Local ancestry analysis comparison
The local ancestry results were extracted using dplyr (v. 1.1.2, MOSAIC (v. 1.5.0), parallel (v. 4.3.0) (R Core Team, 2023), readr (v. 2.1.4), scales (v. 1.2.1) (Wickham et al, 2023c), stringr (v. 1.5.0), and tibble (v. 3.2.1) (Müller and Wickham, 2023) with R (v. 4.3.0). Mean ancestry scores across the individual hybrid animals and a genome-wide z-score for each of the three ancestry components were calculated for each hybrid population. Weighted mean ancestry scores and z-scores were calculated across the hybrid populations within each group of European hybrids, trypanotolerant African hybrids, and trypanosusceptible African hybrids for a subset of the hybrid populations selected to only include populations with a minimum of 15 animals and a relatively stable level of admixture based on a visual examination of the structure results. The local ancestry results were visualised using dplyr (v. 1.1.2), ggplot2 (v. 3.4.2), magick (v. 2.8.1) with ImageMagick (v. 6.9.12.96), magrittr (v. 2.0.3), parallel (v. 4.3.0), patchwork (v. 1.1.2), readr (v. 2.1.4), scales (v. 1.2.1), stringr (v. 1.5.0), and tibble (v. 3.2.1) with R (v. 4.3.0). Colours were generated from khroma (v. 1.10.0). The correlation between the local ancestry results from MOSAIC and ELAI were visualised using dplyr (v. 1.1.2), ggplot2 (v. 3.4.2), ggtext (v. 0.1.2), parallel (v. 4.3.0), patchwork (v. 1.1.2), readr (v. 2.1.4), and stringr (v. 1.5.0) with R (v. 4.3.0). Colours were generated from viridis (v. 0.6.3).
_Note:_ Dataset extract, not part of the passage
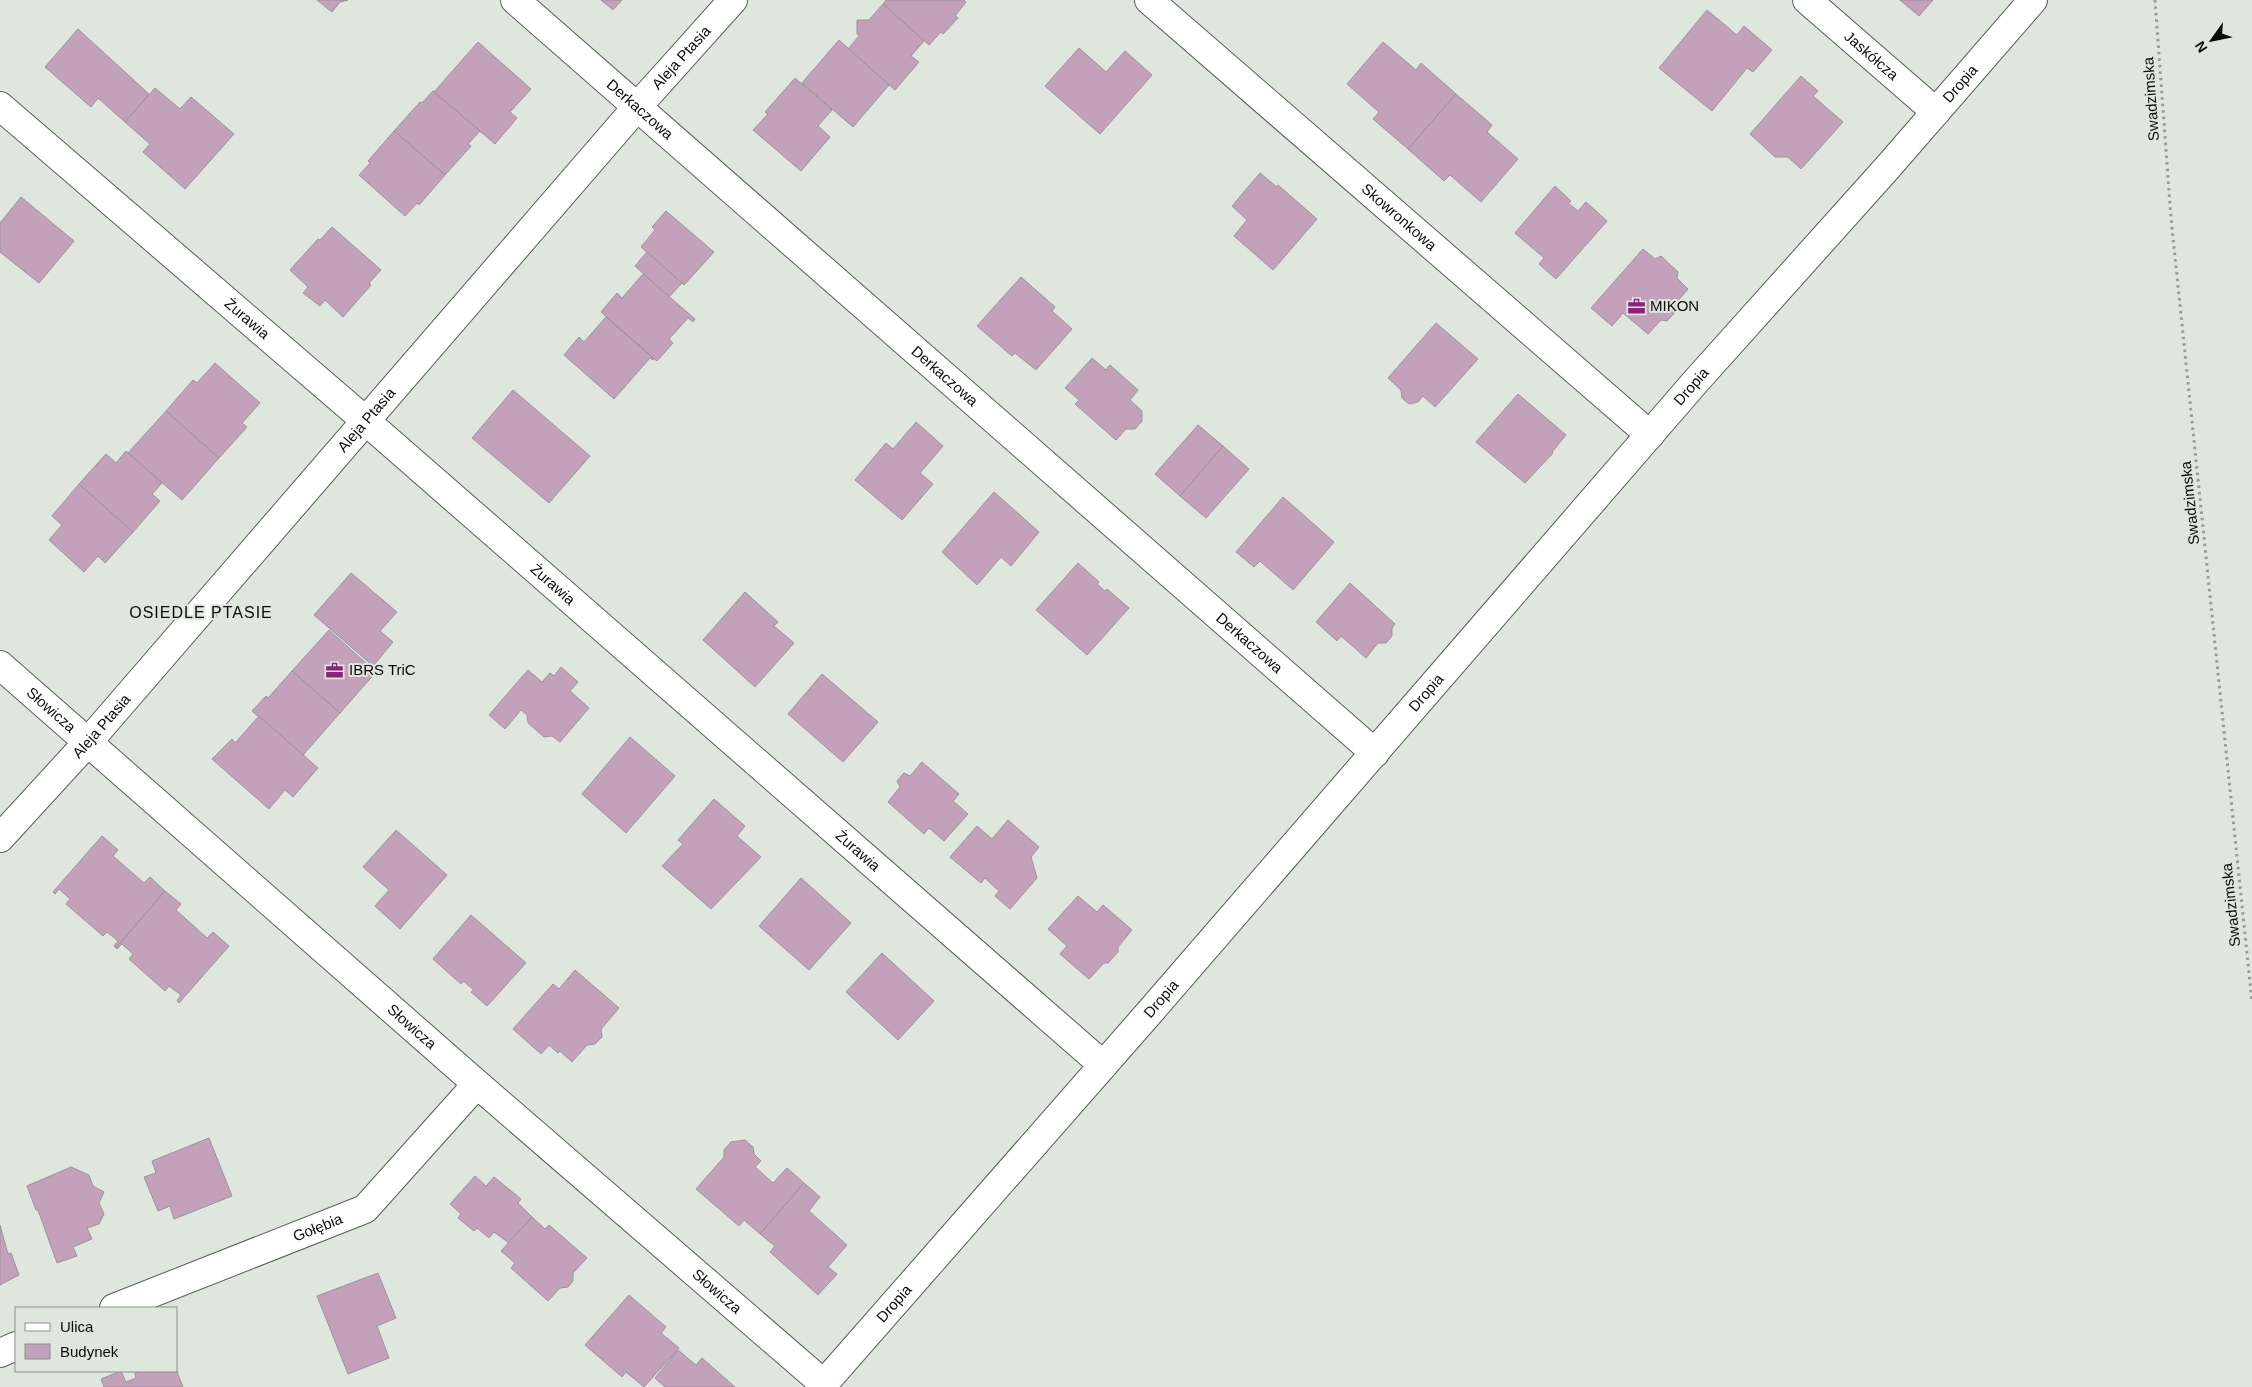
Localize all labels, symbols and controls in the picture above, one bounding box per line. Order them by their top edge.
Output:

Functional enrichment of introgressed regions
Functional enrichment was performed and visualised using dplyr (v. 1.1.2), ggplot2 (v. 3.4.2), ggrepel (v. 0.9.3) (Slowikowski, 2023), gprofiler2 (v. 0.2.2) (Kolberg et al, 2023), magick (v. 2.8.1) with ImageMagick (v. 6.9.12.96), magrittr (v. 2.0.3), parallel (v. 4.3.0), readr (v. 2.1.4), and stringr (v. 1.5.0) with R (v. 4.3.0). Colours were generated from khroma (v. 1.10.0). The background set was the set of genes within 1 Mb up- and downstream from a SNP in the high-density data set. The query sets were the genes within 1 Mb up and downstream from the SNPs with a z-score ≥ 2.0 for each of the ancestries.